# Heavy sofa in a smaller space?



## SteelBootz (Mar 24, 2016)

Attached are floor layouts. OF what I think will work. the dining table is 48x35. So should be able to seat 4 maybe 6 at a stretch. and can be pushed up against 1 wall, when not in use. 

what you folks think? I don't really want to move the dining area, because it has a ceiling spot for the light fixture, which i plan to put a wrot iron chandelier (candle not electric), and the ceiling is false, so this is one of the only structural points in the ceiling i know of.


----------



## Two Knots (Nov 12, 2011)

I think you have a very well planned out space.
I love leather sofas. I like the first and second one,
with three cushions.

Just make sure you purchase real leather, and not bonded leather.
Bonded leather is a thin cut of leather glued on fabric and doesn't 
hold up as well as solid leather. 

Another thing is in the furniture stores they have big spotlights on
the furniture, thus they appear lighter in color. At home they will look
a lot darker in your room. 

I just purchased a leather sofa recliner and purchased the lighter color,
as I knew it would be darker in the room, even though the sofa sits in
side of a 10 foot box window... It still appears darker in my well natural
light room. However, it looks rich and beautiful. Glad that I went lighter.
Good luck with the new digs. :smile:


----------



## beee (Dec 23, 2015)

Well clearly I need help coming up with ideas. Wall colours? It depends on the style of your room. Personally speaking, I like the second one.


----------



## MariaD73 (Apr 2, 2016)

I like the first one. It'll be the center of the common area, so I kinda like the idea of it being a centerpiece. I would also consider a round rug in the center of the den area to soften up some of the right angles in the floorplan.
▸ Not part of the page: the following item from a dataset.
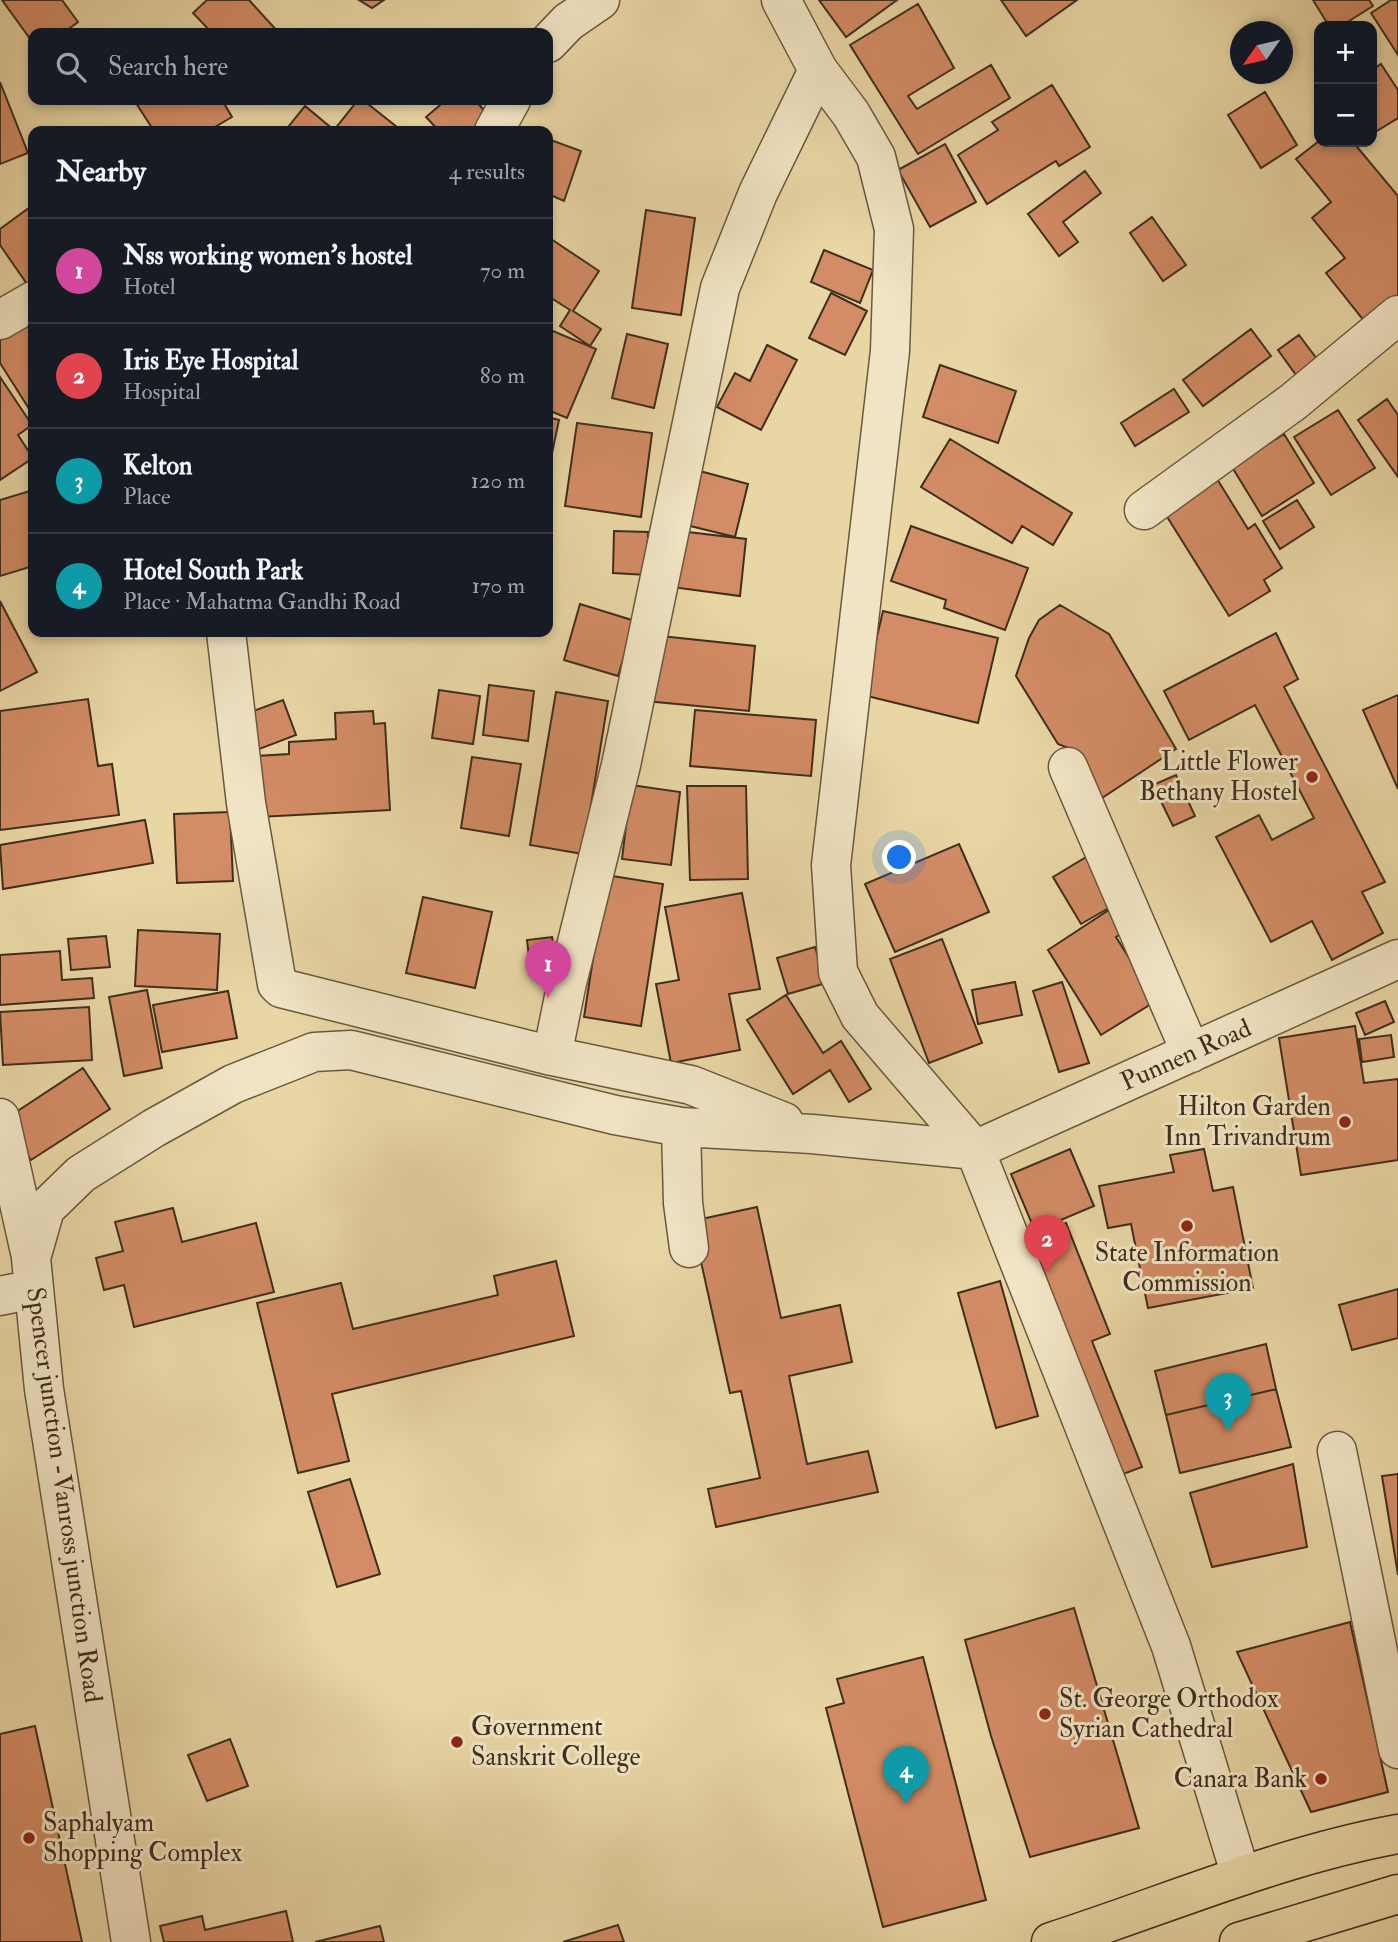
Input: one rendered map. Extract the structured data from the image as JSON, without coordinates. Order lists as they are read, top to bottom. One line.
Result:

A round shag rug in a beige could take it from formal to maybe luxurious. Especially with that piano behind it - is that a piano? I think that would be a pretty satisfying plop spot at the end of the day


----------



## Nik333 (Mar 1, 2015)

You can make it casual with pillows & throws. The same large 3 pillow leather sofa in Hawaii, with cotton pillows & a light throw, looked entirely different in Seattle with Pendleton Indian pattern wool pillows & a heavy wool blanket next to a stone hearth.

The couch I bought had removable couch pillows that slept several visiting kids many times! My favorite was the very large matching chair with hassock.

A thick pad under the area rug, also gives another place to sit for groups.


----------



## MariaD73 (Apr 2, 2016)

Nik has an excellent point about context. Pillows and a throw would be really inviting there too!


----------



## SteelBootz (Mar 24, 2016)

Hey Folks,

Thanks for taking the time, the suggestions are awesome.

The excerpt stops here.